Vor ein Problem werden Händler bei Set- bzw. Bundle-Verkäufen nun bezüglich des gesetzlichen Verbraucherwiderrufsrechts in Fällen gestellt, in denen der Verbraucher nicht die Bestellung des gesamten Sets, sondern nur diejenige einer oder mehrerer Set-Bestandteile widerrufen will.
Hier ergibt sich für den Händler rechnerisch ein Verlustgeschäft. Widerruft der Verbraucher einen Teil einer Set-Bestellung, steht er vertraglich so, als hätte er nur die nicht vom Widerruf betroffene Einzelkomponente bestellt. Sind die Produkte im Sets aber preislich reduziert, könnte der Verbraucher bei Widerruf eines Teils den anderen Teil zum reduzierten Preis behalten und hätte faktisch weniger dafür bezahlt, als er es bei einer Einzelbestellung getan hätte.

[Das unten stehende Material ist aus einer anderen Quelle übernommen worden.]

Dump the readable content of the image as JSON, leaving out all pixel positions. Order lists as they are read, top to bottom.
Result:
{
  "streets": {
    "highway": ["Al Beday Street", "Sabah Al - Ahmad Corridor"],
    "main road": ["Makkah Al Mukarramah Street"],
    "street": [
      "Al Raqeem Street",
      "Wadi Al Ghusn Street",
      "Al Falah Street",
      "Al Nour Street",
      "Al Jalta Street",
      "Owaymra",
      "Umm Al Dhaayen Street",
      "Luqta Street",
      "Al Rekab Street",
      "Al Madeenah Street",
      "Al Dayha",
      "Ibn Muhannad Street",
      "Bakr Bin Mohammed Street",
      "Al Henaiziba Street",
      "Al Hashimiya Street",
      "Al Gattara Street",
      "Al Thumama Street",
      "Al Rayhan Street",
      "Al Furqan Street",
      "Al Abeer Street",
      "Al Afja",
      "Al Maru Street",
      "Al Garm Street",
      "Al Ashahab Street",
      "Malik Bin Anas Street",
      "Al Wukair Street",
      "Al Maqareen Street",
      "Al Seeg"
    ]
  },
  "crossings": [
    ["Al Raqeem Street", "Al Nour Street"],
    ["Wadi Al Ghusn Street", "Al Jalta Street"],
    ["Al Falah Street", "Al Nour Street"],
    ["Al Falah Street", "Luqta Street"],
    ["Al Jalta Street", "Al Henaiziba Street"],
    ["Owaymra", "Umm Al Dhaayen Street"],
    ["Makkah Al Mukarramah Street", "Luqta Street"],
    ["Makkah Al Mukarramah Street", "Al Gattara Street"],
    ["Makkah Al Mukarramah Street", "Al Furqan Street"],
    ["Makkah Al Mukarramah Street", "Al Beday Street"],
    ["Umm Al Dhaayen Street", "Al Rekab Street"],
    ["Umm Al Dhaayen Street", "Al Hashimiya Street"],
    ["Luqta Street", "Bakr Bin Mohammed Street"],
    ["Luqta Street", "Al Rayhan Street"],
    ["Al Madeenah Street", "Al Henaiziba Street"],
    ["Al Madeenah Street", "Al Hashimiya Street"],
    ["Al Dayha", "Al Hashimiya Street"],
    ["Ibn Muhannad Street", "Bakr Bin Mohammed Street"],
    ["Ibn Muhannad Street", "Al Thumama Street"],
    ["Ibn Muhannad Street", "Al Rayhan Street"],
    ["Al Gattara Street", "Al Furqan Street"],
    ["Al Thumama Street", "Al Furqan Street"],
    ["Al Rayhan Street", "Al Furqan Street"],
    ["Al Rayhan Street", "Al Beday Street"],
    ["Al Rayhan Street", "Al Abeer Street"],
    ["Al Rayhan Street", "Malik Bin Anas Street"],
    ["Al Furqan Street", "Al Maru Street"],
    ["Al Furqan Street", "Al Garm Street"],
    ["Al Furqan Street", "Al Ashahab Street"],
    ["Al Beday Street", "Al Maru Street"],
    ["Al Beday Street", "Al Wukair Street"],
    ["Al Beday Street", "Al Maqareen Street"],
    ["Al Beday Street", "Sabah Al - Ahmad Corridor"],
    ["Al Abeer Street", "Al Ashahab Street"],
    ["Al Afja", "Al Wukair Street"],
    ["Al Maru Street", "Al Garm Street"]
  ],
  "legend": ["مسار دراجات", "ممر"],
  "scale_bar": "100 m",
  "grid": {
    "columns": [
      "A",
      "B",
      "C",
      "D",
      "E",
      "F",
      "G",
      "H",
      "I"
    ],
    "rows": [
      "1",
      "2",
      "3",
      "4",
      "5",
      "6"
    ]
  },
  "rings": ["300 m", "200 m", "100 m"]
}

Inwieweit der Händler sich auf Teilwiderrufsbegehren einlassen muss und ob er in diesem Fall zumindest den höheren Einzelpreis der nicht widerrufenen Set-Bestandteile geltend machen kann, wird nachfolgend erörtert.
II. Ablehnung von Teilwiderrufsbegehren zulässig?
Inwiefern das geltende Verbraucherrecht ein gesetzliches Recht des Verbrauchers zum Teilwiderruf überhaupt anerkennt, ist in der Vergangenheit bereits vielfach kontrovers diskutiert worden.
Nach heute herrschender Meinung gesteht das Gesetz dem Verbraucher ein Recht auf Teilwiderruf nicht zu. Vielmehr geht es stattdessen davon aus, dass der Verbraucher seine Willenserklärung auf Abschluss des Vertrages nur insgesamt, nicht aber auch lediglich bezüglich einzelner Teile widerrufen kann (vgl. Wortlaut des § 355 Abs. 1 BGB) .
Auch die EU-Kommission, auf deren Richtlinie 2011/83/EU das aktuelle Verbraucherrecht basiert, geht in Ihrem Leitfaden nicht von einem gesetzlichen Teilwiderrufsrecht aus, sondern sieht allenfalls die Möglichkeit einer Vereinbarung zwischen Händler und Verbraucher über die teilweise Vertragsrückabwicklung.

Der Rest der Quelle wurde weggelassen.